🤖 AI Summary
Current species distribution models (SDMs) face three key limitations: (1) variable selection necessitates retraining the model for each subset; (2) poor robustness to missing environmental covariates; and (3) difficulty in accurately quantifying and interpreting variable contributions. To address these, we propose MaskSDM—the first deep learning framework specifically designed for SDMs. It introduces a novel masked training strategy enabling zero-shot inference over arbitrary subsets of environmental variables without retraining. By integrating exact Shapley value computation, MaskSDM delivers ecologically interpretable, quantitative attributions for each predictor. Moreover, it inherently supports robust prediction under missing data.

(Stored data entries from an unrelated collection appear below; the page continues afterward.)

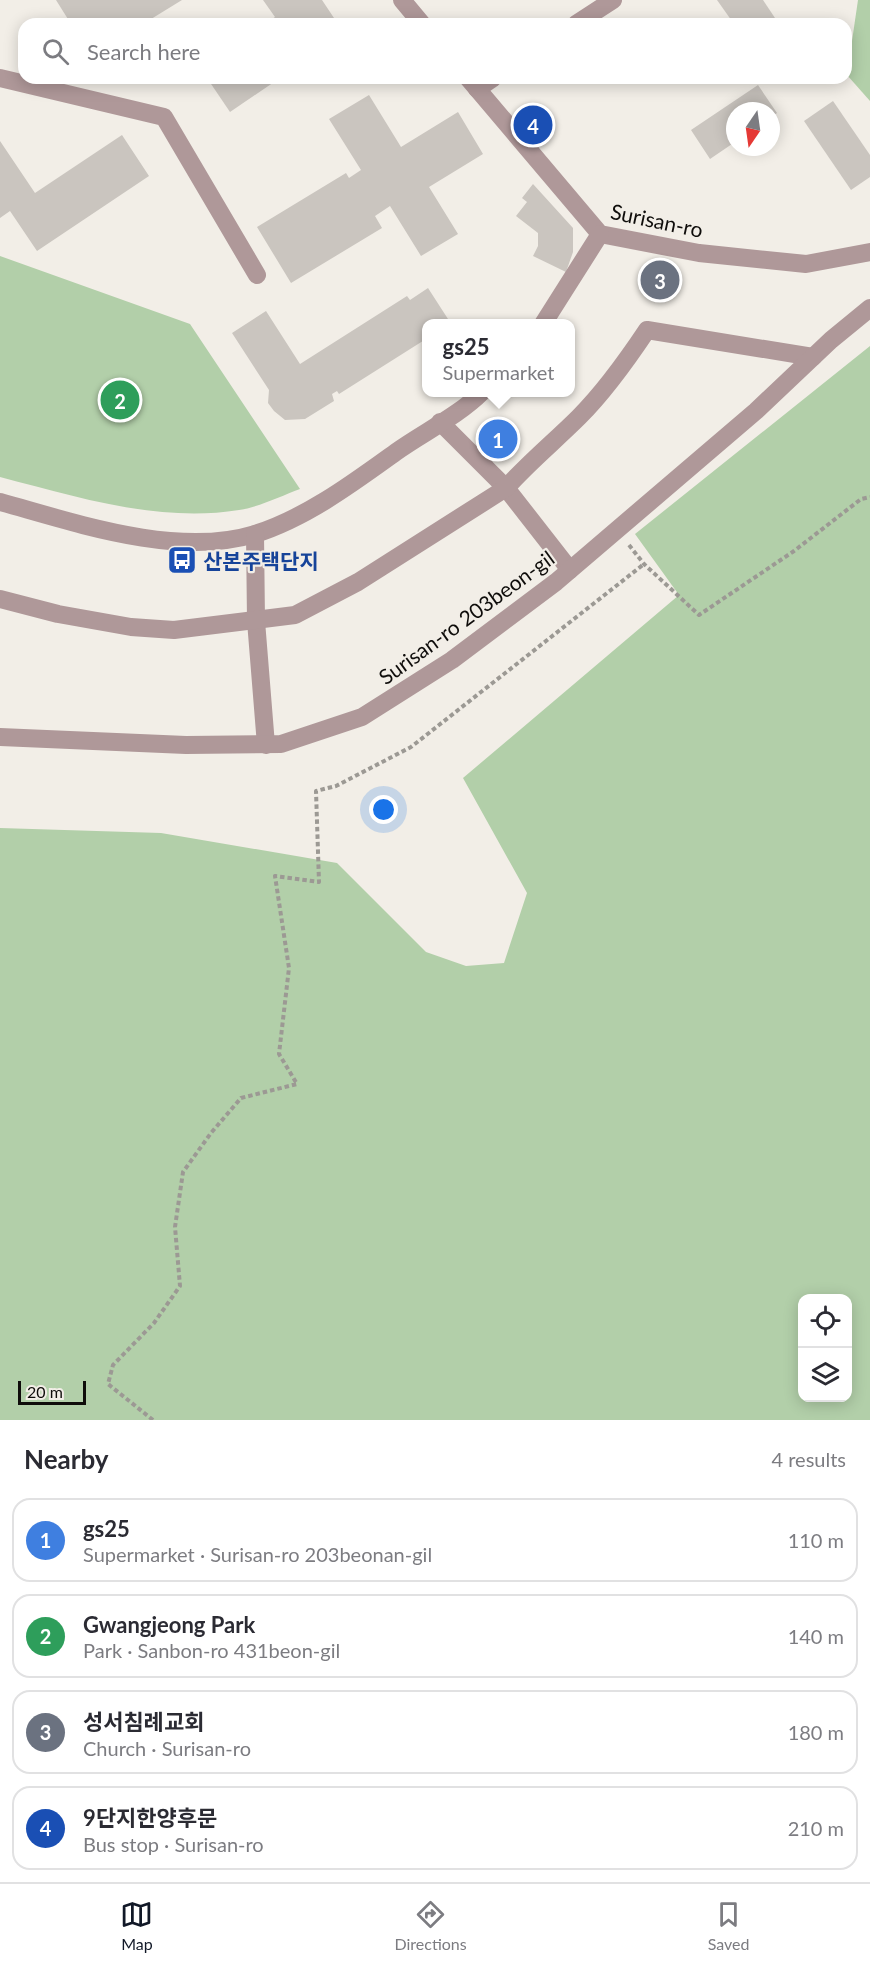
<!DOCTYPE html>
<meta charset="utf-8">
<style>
body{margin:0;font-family:Lato,"Noto Sans KR",sans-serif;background:#f7f7f7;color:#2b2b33}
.controls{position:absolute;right:18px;bottom:18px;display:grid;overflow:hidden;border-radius:12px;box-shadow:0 3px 15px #0003}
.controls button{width:54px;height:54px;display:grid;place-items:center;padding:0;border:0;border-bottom:2px solid #e1e1e2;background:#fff;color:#2b2b33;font:30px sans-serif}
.compass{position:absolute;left:726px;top:102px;width:54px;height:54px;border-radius:50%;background:#fff;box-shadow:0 3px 15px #0003;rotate:193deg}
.scale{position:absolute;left:18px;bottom:15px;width:68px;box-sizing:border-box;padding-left:6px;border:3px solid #0f0d0b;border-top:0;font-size:16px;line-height:21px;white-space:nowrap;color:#0f0d0b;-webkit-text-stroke:4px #f2eee7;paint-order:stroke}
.you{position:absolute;left:384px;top:810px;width:21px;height:21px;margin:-15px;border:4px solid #fff;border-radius:50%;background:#1a73e8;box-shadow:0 0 0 9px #1a73e833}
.badge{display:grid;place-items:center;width:39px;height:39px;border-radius:50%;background:#111827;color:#fff;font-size:20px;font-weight:700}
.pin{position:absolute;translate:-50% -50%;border:3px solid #fff;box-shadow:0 2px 6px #0006}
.popup{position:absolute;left:422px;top:319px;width:153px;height:78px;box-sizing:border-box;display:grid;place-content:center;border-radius:12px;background:#fff;filter:drop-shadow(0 2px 4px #0005);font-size:20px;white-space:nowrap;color:#7c7c81}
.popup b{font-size:22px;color:#2b2b33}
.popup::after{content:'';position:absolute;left:50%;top:100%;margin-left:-12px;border:12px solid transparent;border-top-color:#fff}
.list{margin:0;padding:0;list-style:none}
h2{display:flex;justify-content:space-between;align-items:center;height:78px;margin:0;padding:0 24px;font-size:26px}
h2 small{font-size:20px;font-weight:400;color:#7c7c81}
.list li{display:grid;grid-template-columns:39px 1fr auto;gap:18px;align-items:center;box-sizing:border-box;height:84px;margin:0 12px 12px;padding:0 12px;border:2px solid #e1e1e2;border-radius:18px}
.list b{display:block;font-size:22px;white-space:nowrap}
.list p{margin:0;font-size:20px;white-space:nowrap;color:#7c7c81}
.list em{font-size:20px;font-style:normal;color:#7c7c81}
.icon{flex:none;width:33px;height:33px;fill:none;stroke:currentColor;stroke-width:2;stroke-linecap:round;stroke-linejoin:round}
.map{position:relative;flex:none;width:870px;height:1420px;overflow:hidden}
.search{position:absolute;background:#fff;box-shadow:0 3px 15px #0003;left:18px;right:18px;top:18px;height:66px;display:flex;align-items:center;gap:15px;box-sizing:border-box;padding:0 21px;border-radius:18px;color:#7c7c81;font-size:22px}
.sheet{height:462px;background:#fff}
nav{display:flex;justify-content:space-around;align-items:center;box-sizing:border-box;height:84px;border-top:2px solid #e1e1e2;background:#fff;font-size:16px;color:#7c7c81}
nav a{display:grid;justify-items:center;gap:3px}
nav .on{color:#111827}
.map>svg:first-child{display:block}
.green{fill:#b2cfa9;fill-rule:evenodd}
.building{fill:#cac5bf}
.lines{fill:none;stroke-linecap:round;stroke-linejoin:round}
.path{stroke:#9c9994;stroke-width:4;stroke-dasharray:4.5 3;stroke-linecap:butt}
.minor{stroke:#af9899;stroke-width:18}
.labels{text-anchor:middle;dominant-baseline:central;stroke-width:4.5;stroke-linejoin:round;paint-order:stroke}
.street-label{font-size:21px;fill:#0f0d0b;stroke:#f2eee7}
.transit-label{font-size:21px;font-weight:bold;fill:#164399;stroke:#f2eee7;text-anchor:start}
</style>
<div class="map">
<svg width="870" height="1420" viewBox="0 0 870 1420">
<rect width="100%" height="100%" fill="#f2eee7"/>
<!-- green -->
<g class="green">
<polygon points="858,0 870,0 870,101 847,75"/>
<path d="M0,256L190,324L300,489C281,496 259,507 239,510C159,523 77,497 0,477Z"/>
<path d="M870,346V1420H0V828L161,833L337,863L426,952L466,966L504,963L527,893L463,778L679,595L635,534ZM802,1298H848V1398H802Z"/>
</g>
<!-- building -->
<g class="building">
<polygon points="56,0 182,0 143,24 71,24"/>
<polygon points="263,0 322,0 338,24 265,24 275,17"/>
<polygon points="717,0 763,0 779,24 734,24"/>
<polygon points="207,78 280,78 230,112"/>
<polygon points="758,85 777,113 771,117 771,111 735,111 735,142 710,159 691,130"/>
<polygon points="369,95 401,147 458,112 483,154 429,187 458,234 421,256 390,206 375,216 382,228 291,283 257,227 346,173 349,178 361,170 329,119"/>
<polygon points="833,101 870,155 870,177 851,190 804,121"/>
<polygon points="122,135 149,176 37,251 10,211 0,218 0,141 35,193"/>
<polygon points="533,184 573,228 573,252 566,272 533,256 538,246 538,233 516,216 527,202 522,198"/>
<polygon points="428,288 448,319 441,324 426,324 426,339 339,394 337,391 332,394 334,401 305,419 285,420 274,411 268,403 269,390 232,333 266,311 300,364 407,296 410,300"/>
</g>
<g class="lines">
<!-- path -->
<g class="path">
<polyline points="629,545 644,564 699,615 794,551 861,499 870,497"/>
<polyline points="153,1420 108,1384 113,1365 154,1323 180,1286 175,1227 183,1172 211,1133 241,1098 297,1084 279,1054 289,968 275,876 319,882 316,791 336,786 411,747 644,564"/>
</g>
<!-- minor -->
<g class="minor">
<polyline points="402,0 422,24"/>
<polyline points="576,24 613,0"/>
<polyline points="0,78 164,117 257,275"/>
<polyline points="468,78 600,234 699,253 806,264 870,252"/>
<polyline points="477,89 493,78"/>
<polyline points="543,324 600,234"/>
<polyline points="440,422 506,488 570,570"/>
<path d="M0,502C76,523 177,558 255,534C306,518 353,483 396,452C424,432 458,416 482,392"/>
<polyline points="255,534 256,621 266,745"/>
<path d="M0,599L58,614L131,627L174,630L295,615L358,582L506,488C529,462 555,441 579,417C605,391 627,360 647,330L813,357"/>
<polyline points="0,737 186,745 281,744 362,717 452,660 556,582 756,411 831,340 870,308"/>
</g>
</g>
<!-- icons -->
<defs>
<g id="bus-square" transform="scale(1.5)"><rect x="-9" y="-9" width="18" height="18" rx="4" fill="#1a4fb4" stroke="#f2eee7"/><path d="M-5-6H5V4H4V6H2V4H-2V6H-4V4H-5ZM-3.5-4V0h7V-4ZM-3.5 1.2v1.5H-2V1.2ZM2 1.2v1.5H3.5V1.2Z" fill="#fff"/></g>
</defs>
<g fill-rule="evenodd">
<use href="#bus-square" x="182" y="560"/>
</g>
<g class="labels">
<!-- street labels -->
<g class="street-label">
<text transform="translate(657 220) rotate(12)">Surisan-ro</text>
<text transform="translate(466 617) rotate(-36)">Surisan-ro 203beon-gil</text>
</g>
<!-- transit labels -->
<g class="transit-label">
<text x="203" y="560">산본주택단지</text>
</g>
</g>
</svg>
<div class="controls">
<button><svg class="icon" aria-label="locate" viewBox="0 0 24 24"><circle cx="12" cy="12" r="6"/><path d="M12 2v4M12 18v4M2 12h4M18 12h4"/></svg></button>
<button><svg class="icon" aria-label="layers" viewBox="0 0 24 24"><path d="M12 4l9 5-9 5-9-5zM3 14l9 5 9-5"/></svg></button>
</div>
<svg class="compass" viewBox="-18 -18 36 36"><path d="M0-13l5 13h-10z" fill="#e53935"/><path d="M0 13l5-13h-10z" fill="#7c7c81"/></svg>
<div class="scale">20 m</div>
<div class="you"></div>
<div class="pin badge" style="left:498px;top:439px;background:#3f7fe0">1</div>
<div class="popup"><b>gs25</b>Supermarket</div>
<div class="pin badge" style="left:120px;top:400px;background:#2e9e5b">2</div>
<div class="pin badge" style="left:660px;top:280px;background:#6b7280">3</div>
<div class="pin badge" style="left:533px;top:125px;background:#1a4fb4">4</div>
<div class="search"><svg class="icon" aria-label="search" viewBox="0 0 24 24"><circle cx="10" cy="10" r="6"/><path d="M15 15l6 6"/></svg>Search here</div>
</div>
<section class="sheet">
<h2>Nearby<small>4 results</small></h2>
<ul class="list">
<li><span class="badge" style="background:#3f7fe0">1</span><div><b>gs25</b><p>Supermarket · Surisan-ro 203beonan-gil</p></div><em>110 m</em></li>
<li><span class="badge" style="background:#2e9e5b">2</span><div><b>Gwangjeong Park</b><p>Park · Sanbon-ro 431beon-gil</p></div><em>140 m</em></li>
<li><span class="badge" style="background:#6b7280">3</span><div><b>성서침례교회</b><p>Church · Surisan-ro</p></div><em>180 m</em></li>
<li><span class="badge" style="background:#1a4fb4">4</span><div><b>9단지한양후문</b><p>Bus stop · Surisan-ro</p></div><em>210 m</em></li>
</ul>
</section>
<nav>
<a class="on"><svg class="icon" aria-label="map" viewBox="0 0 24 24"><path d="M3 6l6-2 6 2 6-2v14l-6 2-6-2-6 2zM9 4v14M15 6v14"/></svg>Map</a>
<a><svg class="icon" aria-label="directions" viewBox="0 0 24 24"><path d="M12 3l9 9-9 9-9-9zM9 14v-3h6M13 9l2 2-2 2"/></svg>Directions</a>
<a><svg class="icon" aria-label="saved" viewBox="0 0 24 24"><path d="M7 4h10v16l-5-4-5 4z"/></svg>Saved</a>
</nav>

Evaluated on the global sPlotOpen plant database across 12,738 species, MaskSDM significantly outperforms imputation-based baselines and achieves performance comparable to dedicated models trained per variable subset. Thus, MaskSDM establishes a foundational paradigm for SDMs that unifies flexibility, missing-data robustness, and ecological interpretability.
📝 Abstract
Species Distribution Models (SDMs) play a vital role in biodiversity research, conservation planning, and ecological niche modeling by predicting species distributions based on environmental conditions. The selection of predictors is crucial, strongly impacting both model accuracy and how well the predictions reflect ecological patterns. To ensure meaningful insights, input variables must be carefully chosen to match the study objectives and the ecological requirements of the target species. However, existing SDMs, including both traditional and deep learning-based approaches, often lack key capabilities for variable selection: (i) flexibility to choose relevant predictors at inference without retraining; (ii) robustness to handle missing predictor values without compromising accuracy; and (iii) explainability to interpret and accurately quantify each predictor's contribution. To overcome these limitations, we introduce MaskSDM, a novel deep learning-based SDM that enables flexible predictor selection by employing a masked training strategy. This approach allows the model to make predictions with arbitrary subsets of input variables while remaining robust to missing data. It also provides a clearer understanding of how adding or removing a given predictor affects model performance and predictions. Additionally, MaskSDM leverages Shapley values for precise predictor contribution assessments, improving upon traditional approximations. We evaluate MaskSDM on the global sPlotOpen dataset, modeling the distributions of 12,738 plant species. Our results show that MaskSDM outperforms imputation-based methods and approximates models trained on specific subsets of variables. These findings underscore MaskSDM's potential to increase the applicability and adoption of SDMs, laying the groundwork for developing foundation models in SDMs that can be readily applied to diverse ecological applications.